Although courses at tertiary institutions and industry training programmes have the potential to help to maintain or raise the literacy skills of adult learners, an obvious question is how effective they are at doing this in practice, particularly for adults whose existing literacy skills are relatively low. An important dimension of the Government's current strategy for raising the literacy, language and numeracy skills of the workforce is to provide more literacy and numeracy learning opportunities that are 'embedded' within mainstream vocational training courses. Embedded learning opportunities are believed to be more effective in encouraging the participation of less literate or numerate adults and in achieving good learning outcomes. At the time this paper was written, a least two evaluation studies of 'embedded' literacy programmes were underway, and in future, these are likely to provide more information on the effectiveness of those initiatives.
[5] Some assumptions had to be made to calculate average hours of study for all participants. Respondents who said that they mostly studied on a full-time basis, for at least 8 months of the last 12, were assumed to have spent 1,200 hours. Respondents who said they mostly studied on a full-time basis but for less than 8 months were assumed to have studied for 162 hours in each month of study. Respondents who said they mostly studied on a part-time basis were asked to estimate their actual hours of study during the year, and those responses were used in the calculations.
[6] The Household Labour Force Survey also measures participation in courses of study towards a qualification but uses a shorter reference period of one week.

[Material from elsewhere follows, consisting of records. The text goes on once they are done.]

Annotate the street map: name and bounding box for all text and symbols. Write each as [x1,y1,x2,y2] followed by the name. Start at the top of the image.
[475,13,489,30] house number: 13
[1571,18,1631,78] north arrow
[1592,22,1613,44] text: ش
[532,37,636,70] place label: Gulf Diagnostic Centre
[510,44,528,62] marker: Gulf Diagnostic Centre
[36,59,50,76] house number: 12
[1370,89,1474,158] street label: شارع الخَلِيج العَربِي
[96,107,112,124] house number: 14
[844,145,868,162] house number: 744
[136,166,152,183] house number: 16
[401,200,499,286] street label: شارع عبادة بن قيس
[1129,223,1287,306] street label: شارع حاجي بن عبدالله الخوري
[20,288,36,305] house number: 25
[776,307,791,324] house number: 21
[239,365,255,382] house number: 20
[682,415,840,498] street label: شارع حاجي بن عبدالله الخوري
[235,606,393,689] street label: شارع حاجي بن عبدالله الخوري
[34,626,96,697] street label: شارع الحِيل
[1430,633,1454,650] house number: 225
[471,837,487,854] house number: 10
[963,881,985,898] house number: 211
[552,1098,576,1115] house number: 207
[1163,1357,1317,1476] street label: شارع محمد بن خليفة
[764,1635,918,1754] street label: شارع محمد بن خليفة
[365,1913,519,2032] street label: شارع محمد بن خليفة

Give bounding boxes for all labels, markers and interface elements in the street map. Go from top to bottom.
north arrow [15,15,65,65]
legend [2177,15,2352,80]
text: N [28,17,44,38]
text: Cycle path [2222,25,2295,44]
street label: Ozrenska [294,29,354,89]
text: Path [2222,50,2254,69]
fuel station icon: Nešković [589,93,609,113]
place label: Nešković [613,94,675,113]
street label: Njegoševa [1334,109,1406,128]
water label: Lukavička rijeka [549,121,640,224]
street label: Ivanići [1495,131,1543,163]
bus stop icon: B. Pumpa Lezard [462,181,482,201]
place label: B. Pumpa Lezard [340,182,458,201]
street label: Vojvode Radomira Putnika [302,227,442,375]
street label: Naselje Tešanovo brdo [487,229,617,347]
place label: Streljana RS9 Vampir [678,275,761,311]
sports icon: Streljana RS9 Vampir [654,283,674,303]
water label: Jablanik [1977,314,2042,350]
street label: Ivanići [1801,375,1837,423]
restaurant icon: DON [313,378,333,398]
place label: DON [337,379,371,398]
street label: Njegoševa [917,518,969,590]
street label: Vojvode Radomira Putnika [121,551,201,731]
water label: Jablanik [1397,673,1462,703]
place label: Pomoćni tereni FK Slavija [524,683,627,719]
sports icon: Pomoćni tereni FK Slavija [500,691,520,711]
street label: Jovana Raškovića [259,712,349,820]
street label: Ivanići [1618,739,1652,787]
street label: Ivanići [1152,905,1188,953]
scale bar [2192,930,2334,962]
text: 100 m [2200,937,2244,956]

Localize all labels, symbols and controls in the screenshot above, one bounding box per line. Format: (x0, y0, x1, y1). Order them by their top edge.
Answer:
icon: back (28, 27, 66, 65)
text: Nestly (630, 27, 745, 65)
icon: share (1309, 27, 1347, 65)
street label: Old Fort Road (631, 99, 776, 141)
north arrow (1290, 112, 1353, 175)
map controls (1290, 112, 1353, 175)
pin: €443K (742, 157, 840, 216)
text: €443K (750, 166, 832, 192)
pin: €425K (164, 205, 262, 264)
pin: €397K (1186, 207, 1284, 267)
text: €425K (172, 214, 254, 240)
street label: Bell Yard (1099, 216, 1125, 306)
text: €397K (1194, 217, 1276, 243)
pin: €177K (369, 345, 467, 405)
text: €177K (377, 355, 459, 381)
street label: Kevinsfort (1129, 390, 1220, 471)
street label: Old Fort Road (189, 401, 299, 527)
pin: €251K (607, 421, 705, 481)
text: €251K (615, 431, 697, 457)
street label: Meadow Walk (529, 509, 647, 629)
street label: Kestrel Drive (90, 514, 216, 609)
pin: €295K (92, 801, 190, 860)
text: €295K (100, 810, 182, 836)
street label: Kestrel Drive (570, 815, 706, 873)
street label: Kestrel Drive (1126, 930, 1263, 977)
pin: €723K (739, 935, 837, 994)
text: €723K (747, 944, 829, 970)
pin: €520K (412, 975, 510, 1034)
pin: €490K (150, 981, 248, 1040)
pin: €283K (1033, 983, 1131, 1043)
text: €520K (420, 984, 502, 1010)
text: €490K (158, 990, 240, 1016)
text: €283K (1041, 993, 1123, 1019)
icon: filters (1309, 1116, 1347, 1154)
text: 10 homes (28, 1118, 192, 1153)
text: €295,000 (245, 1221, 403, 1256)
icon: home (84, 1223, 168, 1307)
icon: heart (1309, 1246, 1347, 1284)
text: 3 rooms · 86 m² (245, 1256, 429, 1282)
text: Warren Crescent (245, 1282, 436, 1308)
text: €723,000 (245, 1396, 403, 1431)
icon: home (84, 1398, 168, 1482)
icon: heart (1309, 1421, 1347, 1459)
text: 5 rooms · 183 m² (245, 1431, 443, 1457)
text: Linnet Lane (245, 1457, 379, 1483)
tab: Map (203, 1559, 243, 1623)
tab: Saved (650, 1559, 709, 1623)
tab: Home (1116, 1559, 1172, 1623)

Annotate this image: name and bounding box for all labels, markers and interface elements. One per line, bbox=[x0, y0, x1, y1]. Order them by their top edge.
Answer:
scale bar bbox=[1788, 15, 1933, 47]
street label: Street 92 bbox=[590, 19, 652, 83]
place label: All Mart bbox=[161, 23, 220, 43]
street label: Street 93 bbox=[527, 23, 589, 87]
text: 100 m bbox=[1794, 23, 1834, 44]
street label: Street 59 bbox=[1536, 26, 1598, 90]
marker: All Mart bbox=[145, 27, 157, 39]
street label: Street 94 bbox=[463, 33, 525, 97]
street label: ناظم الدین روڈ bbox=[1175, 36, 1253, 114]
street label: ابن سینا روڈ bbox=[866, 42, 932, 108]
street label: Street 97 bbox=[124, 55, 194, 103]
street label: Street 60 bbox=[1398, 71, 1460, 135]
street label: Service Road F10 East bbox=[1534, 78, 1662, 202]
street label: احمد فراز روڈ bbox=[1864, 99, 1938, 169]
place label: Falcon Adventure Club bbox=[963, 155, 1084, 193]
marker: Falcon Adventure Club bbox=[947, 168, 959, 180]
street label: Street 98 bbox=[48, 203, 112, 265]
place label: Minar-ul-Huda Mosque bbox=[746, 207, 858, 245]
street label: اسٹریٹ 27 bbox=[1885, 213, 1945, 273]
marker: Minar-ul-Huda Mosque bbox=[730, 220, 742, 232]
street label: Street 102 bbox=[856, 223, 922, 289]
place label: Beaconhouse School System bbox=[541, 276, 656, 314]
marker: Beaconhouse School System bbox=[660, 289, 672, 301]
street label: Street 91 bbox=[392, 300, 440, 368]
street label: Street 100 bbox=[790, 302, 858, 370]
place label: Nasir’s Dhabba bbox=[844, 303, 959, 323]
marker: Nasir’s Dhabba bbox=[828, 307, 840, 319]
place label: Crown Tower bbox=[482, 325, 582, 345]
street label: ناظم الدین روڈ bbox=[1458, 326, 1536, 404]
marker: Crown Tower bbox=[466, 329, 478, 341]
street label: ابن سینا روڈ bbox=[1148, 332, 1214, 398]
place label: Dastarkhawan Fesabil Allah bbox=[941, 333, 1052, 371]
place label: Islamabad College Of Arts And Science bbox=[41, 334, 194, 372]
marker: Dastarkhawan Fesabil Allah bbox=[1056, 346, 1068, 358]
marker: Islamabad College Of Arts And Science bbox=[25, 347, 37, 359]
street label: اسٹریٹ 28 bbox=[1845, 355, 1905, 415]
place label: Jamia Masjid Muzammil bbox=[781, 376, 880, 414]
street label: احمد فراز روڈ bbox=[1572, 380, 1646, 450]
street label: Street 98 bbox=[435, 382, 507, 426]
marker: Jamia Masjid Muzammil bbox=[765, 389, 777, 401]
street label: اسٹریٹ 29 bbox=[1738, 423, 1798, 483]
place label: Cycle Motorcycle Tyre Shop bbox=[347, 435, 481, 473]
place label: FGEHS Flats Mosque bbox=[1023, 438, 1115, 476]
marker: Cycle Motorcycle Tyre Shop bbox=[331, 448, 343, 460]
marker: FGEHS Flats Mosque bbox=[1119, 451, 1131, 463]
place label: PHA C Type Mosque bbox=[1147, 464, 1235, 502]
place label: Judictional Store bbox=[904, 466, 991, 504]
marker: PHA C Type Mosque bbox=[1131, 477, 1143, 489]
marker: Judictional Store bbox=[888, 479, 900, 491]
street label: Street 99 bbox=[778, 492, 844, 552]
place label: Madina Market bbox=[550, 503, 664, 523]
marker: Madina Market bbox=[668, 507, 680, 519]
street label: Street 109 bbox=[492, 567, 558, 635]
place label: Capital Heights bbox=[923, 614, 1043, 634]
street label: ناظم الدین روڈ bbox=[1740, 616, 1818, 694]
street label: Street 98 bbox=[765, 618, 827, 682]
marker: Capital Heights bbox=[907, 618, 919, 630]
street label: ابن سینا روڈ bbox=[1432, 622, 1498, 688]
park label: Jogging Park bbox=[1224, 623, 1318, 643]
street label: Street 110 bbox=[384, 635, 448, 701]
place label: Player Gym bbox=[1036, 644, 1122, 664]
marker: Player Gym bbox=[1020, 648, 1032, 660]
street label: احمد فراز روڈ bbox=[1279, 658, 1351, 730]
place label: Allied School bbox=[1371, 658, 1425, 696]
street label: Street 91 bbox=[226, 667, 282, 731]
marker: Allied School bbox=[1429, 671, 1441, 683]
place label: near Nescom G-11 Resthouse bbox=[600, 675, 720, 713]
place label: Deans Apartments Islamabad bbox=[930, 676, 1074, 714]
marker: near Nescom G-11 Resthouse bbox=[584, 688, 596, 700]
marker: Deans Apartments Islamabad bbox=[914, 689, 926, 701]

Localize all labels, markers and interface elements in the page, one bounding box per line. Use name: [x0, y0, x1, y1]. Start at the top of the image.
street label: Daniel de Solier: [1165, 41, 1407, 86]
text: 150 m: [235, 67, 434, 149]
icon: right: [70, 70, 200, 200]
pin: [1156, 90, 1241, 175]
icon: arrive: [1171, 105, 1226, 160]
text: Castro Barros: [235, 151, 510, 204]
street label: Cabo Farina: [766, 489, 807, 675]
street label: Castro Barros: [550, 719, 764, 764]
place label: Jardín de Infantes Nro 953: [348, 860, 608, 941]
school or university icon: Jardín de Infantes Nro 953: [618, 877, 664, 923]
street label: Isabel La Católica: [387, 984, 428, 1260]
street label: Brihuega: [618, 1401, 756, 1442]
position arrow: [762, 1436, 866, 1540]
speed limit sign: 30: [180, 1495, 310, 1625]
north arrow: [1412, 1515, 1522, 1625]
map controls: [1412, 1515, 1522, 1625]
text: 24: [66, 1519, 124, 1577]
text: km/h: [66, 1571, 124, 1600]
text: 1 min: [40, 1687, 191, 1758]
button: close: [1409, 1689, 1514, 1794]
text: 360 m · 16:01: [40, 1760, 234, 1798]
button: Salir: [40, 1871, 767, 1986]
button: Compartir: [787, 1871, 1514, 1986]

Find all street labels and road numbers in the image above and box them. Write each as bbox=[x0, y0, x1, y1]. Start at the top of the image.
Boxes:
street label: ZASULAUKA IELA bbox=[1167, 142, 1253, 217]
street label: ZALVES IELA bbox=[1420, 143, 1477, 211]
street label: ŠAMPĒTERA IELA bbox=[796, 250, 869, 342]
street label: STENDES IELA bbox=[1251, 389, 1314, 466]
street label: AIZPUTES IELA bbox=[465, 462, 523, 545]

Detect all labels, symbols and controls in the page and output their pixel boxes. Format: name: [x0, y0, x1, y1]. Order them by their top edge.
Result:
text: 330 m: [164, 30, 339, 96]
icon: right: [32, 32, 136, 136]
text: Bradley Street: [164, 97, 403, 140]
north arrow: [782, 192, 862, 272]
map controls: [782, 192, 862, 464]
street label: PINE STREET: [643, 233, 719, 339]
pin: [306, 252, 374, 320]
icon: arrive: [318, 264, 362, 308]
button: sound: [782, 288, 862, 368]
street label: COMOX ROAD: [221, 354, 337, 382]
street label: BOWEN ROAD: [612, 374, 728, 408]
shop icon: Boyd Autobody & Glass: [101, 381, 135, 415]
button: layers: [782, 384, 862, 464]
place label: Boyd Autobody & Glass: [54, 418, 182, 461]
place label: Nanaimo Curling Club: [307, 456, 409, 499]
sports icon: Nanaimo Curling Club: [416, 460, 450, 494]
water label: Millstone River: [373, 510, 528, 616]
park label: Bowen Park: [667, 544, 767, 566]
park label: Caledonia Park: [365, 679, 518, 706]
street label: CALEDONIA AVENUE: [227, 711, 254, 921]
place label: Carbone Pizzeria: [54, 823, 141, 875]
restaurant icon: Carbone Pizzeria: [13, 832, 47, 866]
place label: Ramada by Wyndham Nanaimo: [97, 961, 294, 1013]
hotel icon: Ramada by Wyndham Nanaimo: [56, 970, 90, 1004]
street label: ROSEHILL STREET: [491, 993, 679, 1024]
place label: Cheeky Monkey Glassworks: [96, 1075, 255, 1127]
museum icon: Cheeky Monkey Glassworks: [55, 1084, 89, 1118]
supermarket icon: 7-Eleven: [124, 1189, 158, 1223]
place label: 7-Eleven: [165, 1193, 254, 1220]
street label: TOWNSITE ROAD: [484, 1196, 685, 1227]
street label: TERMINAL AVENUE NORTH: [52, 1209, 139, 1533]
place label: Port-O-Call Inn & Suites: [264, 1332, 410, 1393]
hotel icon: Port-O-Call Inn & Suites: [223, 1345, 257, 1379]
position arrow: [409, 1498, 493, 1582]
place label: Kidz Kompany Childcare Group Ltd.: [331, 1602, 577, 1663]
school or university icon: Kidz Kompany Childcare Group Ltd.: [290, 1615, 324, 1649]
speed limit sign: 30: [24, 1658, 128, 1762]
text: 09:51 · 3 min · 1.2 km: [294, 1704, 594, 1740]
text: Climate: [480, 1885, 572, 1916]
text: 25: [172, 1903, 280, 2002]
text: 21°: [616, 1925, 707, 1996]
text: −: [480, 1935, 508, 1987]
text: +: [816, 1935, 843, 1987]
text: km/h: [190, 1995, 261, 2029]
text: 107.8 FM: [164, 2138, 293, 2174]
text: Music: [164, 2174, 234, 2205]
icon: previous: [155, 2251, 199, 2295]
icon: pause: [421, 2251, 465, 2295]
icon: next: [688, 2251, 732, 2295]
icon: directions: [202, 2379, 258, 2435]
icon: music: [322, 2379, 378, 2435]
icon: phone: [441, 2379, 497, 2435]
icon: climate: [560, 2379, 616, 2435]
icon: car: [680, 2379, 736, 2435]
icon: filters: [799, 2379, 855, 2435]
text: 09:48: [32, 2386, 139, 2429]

On average during the period from 1 April 2006 to 31 March 2007, 12.2 percent of all adults aged 16–65 and 10.2 percent of employed adults in this age group said they had undertaken some study towards a qualification in the week before the interview. In both the HLFS and ALL, the participation rate of the employed was approximately 85 percent of the participation rate of the whole of the working-aged population.
[7] HLFS data indicate that around 1,704,000 persons aged 25–64 were in employment on average during 2006.
[8] Because the logit model is non-linear, the marginal effect of each independent variable is not constant, as in a linear regression model. Rather, it varies according to the values of all the other independent variables that are included in the model. In this paper, we adopt the conventional approach to reporting the marginal effects of each independent variable by evaluating the probabilities at the sample averages for all other independent variables.
[9] For example, 41 percent of the workers with level 1 document literacy skills were employed by enterprises with 1–19 employees, 17 percent by firms with 20–99 employees, 20 percent by firms with 100–999 employees and 23 percent by firms with 1,000 employees or more. See Table 3 for more details.